Longtemps considéré comme un simple snack de cinéma, le popcorn est devenu un véritable produit culturel. Depuis deux ans, les "popcorn buckets", ces seaux collectors vendus lors des sorties de films, connaissent un énorme succès. Certains modèles dépassent les 50 euros et s’écoulent pourtant en quelques heures. L’exemple le plus marquant reste le seau géant Galactus, lancé en 2025 pour Les Quatre Fantastiques. Vendu environ 75 euros aux États-Unis, il est devenu le plus grand popcorn bucket commercialisé au monde avec près de 50 centimètres de large et une capacité d’environ 10 litres. Les modèles "premium" coûtent généralement entre 25 et 45 euros, mais certains vont beaucoup plus loin. Le modèle "H.E.R.B.I.E.", avec compartiments pour boissons et confiseries, était proposé autour de 90 euros. Ces objets sont devenus des produits de collection et des outils marketing puissants. Depuis le succès viral du seau de Dune: Part Two en 2024, chaque blockbuster cherche désormais à créer le modèle qui fera parler sur les réseaux sociaux.

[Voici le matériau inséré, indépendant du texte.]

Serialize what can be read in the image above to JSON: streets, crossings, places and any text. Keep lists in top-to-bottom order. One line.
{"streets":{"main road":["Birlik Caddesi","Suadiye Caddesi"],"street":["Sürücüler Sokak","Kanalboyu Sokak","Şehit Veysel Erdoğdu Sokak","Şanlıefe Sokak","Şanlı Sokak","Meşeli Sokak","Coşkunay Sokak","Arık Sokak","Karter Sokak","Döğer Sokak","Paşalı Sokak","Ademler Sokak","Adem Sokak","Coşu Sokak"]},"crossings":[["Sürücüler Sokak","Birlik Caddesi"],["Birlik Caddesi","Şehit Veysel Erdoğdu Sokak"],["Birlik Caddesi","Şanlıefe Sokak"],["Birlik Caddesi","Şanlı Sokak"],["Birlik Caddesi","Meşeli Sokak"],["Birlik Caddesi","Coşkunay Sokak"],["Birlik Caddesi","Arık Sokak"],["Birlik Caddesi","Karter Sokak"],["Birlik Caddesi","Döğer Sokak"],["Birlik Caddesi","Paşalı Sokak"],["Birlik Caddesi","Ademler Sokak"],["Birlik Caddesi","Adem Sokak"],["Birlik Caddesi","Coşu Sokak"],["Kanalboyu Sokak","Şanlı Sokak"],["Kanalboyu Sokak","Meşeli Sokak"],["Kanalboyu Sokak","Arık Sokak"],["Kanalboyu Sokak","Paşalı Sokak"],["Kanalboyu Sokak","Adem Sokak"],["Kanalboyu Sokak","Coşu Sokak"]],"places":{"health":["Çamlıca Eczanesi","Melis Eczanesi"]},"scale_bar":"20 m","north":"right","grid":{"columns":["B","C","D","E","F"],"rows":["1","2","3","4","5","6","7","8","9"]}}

Un objet collector devenu indispensable
Les studios jouent désormais sur la rareté. Les stocks sont limités et la plupart des modèles disparaissent après quelques jours. Résultat : un marché parallèle s’est développé sur les plateformes de revente, où certains seaux valent deux à trois fois leur prix d’origine. En 2026, plusieurs modèles ont particulièrement marqué les spectateurs. Scary Movie 6 a lancé un seau en forme de téléphone des années 1990 capable de diffuser le célèbre "Wazzup !". Sonic 4 a misé sur des designs interactifs, tandis que Super Mario Galaxy proposait un modèle lumineux en forme de Luma. La sortie de Toy Story 5, prévue pour le 17 juin 2026 en France, s’inscrit aussi dans cette logique. Les seaux associés au film jouent sur les personnages emblématiques de la saga. L’un reprend le chapeau de Woody, intégré directement comme couvercle du seau. Un autre est inspiré de l’équipement de Buzz l’Éclair, avec des éléments lumineux et des détails rappelant sa combinaison spatiale. L’objectif est de transformer ces objets en produits immédiatement reconnaissables et très attractifs pour les fans, tout en renforçant l’effet collector. Pour les cinémas, ces objets représentent surtout une nouvelle source de revenus. Les exploitants récupèrent une part limitée sur les billets de cinéma, dont une grande partie revient aux studios. Le popcorn classique reste extrêmement rentable avec des marges estimées autour de 90 %. Les buckets collectors permettent quant à eux d’augmenter fortement le panier moyen des clients, parfois jusqu’à 60 euros par séance.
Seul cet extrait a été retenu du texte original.